# Task statement:
Report each line of the data that has "html" somewhere in it.

*** Begin section ***

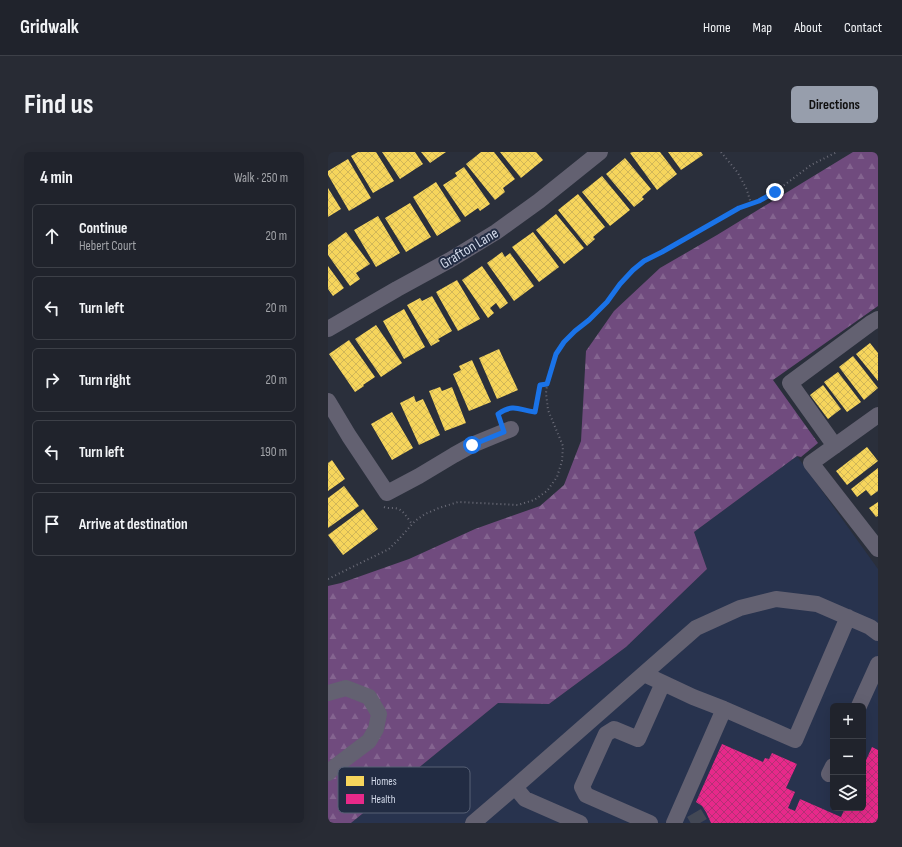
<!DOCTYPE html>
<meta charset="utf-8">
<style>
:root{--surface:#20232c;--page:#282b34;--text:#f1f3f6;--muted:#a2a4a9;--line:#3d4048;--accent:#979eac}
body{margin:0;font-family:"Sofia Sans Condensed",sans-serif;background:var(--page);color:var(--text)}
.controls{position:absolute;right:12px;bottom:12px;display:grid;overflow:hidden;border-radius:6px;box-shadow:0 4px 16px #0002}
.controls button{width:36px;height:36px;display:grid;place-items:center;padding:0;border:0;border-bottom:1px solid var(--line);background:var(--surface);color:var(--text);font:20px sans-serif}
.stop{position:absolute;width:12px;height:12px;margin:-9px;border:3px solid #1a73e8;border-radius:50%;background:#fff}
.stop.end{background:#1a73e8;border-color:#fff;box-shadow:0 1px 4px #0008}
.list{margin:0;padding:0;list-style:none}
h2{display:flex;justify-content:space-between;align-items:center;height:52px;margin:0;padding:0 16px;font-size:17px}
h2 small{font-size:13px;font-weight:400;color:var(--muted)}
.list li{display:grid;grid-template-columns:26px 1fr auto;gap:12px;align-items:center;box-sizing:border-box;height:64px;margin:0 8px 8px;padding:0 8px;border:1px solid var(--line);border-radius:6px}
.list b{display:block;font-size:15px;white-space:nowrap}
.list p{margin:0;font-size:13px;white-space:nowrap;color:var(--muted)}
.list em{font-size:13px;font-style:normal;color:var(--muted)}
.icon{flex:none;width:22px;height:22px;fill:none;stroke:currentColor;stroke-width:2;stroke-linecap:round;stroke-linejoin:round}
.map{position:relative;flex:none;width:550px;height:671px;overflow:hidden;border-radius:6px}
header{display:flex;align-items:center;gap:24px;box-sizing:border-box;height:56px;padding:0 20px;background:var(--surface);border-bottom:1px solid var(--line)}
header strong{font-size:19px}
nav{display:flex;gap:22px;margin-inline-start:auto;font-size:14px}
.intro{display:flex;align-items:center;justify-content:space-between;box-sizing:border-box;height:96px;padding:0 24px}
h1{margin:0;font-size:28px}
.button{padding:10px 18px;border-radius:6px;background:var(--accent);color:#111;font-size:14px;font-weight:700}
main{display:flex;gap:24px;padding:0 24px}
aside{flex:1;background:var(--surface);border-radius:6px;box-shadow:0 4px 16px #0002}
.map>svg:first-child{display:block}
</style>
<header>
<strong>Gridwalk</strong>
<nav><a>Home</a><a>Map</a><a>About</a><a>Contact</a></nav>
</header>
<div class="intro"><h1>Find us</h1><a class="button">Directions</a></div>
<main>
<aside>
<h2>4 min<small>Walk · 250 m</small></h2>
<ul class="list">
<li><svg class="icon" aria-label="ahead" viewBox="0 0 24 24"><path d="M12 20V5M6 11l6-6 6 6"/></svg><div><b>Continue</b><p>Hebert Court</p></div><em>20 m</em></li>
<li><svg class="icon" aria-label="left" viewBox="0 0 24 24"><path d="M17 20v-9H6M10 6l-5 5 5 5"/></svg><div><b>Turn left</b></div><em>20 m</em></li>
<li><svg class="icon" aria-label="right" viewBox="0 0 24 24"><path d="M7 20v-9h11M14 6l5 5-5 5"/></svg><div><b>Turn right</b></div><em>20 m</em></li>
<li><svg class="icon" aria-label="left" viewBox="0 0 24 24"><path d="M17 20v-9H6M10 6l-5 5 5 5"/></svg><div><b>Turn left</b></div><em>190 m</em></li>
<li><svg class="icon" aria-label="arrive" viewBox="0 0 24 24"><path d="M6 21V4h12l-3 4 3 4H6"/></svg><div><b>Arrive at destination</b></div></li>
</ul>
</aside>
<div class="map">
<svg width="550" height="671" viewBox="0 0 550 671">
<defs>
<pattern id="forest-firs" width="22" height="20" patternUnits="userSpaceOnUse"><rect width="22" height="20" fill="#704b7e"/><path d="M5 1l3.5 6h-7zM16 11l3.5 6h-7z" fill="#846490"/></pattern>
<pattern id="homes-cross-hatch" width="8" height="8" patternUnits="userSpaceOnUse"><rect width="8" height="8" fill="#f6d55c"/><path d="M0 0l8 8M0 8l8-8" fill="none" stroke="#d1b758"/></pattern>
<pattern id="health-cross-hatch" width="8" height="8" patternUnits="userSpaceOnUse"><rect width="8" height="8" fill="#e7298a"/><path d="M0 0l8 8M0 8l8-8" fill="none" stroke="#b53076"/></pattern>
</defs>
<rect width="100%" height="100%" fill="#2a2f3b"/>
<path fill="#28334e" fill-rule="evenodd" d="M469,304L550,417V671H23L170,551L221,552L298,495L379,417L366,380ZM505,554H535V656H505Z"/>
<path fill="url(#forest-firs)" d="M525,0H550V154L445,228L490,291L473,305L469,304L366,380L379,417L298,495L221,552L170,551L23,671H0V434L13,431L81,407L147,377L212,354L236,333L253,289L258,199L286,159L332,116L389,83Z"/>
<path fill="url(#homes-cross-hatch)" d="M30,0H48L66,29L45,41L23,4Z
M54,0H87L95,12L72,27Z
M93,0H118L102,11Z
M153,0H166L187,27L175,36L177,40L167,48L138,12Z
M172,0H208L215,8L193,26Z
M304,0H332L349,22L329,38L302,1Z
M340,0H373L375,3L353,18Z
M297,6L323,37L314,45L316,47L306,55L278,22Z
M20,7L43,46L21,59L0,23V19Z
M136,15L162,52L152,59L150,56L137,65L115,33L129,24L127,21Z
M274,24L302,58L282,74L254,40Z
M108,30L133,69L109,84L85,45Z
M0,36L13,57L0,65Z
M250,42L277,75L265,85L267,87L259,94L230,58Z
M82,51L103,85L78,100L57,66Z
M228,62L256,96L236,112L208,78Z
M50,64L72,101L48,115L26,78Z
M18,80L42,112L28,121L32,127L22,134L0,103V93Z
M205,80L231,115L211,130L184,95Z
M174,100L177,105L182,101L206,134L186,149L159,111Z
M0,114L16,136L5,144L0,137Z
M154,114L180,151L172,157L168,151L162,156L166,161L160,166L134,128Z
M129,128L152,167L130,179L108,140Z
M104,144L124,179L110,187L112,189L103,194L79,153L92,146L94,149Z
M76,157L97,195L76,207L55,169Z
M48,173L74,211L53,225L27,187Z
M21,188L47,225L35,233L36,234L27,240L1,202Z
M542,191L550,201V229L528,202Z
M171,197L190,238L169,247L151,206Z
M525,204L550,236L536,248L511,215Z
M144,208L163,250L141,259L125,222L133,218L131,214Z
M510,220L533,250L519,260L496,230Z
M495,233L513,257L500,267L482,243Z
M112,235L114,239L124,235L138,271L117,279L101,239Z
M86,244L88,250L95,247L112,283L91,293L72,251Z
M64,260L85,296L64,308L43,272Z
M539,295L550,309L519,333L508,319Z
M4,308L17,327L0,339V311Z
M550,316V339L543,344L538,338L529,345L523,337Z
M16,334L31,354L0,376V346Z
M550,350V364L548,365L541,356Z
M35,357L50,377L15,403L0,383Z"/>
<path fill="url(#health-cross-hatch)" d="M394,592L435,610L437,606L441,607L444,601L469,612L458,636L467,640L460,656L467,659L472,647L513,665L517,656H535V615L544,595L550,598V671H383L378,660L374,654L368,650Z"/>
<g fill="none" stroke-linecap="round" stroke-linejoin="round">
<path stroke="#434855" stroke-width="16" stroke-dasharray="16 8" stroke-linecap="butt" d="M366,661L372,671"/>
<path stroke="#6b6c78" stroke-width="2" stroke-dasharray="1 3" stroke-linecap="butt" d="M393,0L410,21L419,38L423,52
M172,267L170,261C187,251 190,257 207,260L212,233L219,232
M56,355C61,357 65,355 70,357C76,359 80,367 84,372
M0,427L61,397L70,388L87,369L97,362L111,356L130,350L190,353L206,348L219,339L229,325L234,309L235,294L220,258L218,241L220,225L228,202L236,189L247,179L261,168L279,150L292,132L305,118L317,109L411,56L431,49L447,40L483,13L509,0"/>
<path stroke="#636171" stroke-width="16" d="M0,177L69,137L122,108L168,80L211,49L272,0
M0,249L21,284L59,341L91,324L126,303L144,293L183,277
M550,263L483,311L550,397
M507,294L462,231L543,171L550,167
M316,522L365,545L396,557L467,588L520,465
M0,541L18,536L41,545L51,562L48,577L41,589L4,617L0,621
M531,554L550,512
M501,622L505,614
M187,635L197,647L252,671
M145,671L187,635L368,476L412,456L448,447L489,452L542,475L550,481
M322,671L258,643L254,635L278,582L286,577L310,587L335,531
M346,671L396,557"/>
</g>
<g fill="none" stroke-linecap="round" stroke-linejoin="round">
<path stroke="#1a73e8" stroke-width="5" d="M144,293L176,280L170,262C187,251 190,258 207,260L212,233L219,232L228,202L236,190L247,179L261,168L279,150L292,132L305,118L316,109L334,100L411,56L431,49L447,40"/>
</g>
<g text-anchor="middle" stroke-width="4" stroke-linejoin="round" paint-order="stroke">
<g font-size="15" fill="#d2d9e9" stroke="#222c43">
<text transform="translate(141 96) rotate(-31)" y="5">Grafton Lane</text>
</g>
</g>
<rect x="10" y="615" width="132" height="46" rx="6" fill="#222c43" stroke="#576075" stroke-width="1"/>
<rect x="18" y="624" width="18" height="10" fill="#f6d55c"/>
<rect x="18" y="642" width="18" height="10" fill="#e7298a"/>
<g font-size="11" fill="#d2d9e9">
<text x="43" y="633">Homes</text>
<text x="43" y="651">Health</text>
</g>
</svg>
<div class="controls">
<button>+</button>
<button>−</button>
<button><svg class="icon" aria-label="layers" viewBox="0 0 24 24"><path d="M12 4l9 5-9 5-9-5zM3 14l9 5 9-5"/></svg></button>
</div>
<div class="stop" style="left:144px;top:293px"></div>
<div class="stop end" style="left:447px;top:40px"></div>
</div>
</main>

*** End section ***
*** Begin section ***

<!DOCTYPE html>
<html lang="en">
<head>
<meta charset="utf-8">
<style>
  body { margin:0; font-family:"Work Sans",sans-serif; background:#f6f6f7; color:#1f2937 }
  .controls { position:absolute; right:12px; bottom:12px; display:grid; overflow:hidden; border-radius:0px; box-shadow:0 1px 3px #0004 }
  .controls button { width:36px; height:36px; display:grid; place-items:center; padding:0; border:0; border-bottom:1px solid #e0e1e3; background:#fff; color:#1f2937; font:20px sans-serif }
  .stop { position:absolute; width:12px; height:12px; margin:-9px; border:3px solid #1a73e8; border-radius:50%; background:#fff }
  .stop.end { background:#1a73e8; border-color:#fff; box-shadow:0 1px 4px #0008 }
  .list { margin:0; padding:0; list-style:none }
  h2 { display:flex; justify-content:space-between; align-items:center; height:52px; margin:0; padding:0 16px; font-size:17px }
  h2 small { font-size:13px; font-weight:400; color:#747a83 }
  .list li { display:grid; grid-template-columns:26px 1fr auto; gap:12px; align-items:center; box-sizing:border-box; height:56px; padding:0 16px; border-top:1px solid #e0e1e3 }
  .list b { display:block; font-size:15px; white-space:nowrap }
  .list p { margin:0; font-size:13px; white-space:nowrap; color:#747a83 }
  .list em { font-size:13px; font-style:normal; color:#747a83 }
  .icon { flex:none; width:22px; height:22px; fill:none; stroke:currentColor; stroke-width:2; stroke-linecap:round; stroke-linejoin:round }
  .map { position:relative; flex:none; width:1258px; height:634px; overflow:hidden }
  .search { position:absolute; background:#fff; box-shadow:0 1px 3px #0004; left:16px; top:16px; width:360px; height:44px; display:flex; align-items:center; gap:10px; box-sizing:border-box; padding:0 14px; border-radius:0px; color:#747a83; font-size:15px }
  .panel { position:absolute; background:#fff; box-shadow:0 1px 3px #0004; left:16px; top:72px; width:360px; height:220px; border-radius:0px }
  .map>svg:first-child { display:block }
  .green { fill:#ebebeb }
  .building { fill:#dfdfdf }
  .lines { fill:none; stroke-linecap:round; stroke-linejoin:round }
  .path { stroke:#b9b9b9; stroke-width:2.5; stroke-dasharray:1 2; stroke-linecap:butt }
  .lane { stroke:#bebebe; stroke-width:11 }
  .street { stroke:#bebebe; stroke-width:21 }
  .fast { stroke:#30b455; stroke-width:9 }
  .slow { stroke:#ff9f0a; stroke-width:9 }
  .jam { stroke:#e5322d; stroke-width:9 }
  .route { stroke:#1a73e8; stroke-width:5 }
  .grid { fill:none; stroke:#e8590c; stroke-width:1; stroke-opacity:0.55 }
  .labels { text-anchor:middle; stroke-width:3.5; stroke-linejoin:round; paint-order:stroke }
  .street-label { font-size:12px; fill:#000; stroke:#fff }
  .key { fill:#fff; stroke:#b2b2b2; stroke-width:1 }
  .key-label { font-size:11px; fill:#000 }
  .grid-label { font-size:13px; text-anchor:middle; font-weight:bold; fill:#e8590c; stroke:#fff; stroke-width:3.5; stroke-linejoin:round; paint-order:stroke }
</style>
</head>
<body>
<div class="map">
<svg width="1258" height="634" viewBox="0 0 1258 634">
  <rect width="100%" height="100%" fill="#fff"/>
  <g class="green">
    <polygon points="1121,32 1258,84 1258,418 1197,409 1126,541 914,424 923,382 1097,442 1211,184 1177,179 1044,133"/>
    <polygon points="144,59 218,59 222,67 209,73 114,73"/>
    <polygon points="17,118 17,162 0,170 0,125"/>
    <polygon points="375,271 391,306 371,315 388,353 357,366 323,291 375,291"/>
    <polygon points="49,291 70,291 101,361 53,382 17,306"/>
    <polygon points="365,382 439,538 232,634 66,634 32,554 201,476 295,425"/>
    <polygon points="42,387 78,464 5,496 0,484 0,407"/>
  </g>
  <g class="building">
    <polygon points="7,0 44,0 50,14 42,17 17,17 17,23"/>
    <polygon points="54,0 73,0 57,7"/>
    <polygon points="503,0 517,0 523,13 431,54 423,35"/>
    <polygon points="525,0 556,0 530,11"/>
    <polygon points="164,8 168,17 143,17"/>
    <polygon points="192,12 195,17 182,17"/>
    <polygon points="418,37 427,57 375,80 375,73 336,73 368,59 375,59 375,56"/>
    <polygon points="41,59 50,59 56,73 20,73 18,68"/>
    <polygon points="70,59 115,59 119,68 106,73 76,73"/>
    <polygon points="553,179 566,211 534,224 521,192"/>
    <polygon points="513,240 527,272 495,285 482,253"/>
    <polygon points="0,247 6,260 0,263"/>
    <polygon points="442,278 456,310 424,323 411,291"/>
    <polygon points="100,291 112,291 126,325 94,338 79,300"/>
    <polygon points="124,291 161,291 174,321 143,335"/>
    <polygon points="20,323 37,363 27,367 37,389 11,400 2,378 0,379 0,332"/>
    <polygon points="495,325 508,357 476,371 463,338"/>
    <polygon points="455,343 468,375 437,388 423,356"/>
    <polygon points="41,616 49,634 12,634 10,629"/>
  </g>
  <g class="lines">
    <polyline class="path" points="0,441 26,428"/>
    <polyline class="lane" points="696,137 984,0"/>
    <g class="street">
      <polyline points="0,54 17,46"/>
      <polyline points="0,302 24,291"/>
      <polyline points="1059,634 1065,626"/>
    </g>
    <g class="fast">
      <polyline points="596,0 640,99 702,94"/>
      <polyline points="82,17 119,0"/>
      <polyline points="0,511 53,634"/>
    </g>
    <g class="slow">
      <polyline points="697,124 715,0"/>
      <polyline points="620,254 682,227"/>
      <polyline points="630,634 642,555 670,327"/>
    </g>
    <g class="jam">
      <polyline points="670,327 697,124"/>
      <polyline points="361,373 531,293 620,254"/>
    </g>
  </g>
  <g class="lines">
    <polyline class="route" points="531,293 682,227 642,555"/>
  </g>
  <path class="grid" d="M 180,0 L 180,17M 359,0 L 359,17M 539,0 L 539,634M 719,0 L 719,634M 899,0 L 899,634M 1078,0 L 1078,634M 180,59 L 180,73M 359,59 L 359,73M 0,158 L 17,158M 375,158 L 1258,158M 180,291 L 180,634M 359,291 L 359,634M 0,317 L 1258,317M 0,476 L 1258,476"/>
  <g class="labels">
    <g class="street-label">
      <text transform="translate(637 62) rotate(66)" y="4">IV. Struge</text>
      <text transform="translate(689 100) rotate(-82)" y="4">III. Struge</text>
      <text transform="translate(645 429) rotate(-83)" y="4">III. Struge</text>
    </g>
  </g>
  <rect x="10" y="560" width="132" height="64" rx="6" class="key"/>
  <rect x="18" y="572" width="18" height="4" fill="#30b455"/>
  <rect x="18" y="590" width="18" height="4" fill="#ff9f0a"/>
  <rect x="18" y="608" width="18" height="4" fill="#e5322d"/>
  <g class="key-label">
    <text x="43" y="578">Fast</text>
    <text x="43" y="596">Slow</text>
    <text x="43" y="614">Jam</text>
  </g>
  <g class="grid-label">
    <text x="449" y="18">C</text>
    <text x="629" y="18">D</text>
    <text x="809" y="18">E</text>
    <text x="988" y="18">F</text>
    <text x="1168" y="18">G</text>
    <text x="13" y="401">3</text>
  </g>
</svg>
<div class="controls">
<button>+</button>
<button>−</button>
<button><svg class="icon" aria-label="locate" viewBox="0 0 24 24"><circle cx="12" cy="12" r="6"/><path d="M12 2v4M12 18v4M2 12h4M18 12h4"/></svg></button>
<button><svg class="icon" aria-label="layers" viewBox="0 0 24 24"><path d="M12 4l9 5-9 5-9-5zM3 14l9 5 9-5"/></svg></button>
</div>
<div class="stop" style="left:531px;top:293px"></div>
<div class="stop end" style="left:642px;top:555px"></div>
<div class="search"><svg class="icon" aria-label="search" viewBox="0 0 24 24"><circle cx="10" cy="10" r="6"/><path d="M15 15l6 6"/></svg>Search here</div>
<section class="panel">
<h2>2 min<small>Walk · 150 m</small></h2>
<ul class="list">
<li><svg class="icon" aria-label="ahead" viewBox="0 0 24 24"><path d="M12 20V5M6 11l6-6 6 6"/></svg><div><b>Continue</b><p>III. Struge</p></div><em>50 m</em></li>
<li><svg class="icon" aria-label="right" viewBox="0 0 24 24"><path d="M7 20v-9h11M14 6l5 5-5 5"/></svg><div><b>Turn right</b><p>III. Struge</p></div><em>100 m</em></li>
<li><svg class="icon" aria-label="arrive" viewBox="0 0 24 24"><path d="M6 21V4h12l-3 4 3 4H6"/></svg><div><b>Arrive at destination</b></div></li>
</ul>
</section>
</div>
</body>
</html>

*** End section ***

# Answer to this exercise:
<!DOCTYPE html>
<!DOCTYPE html>
<html lang="en">
</html>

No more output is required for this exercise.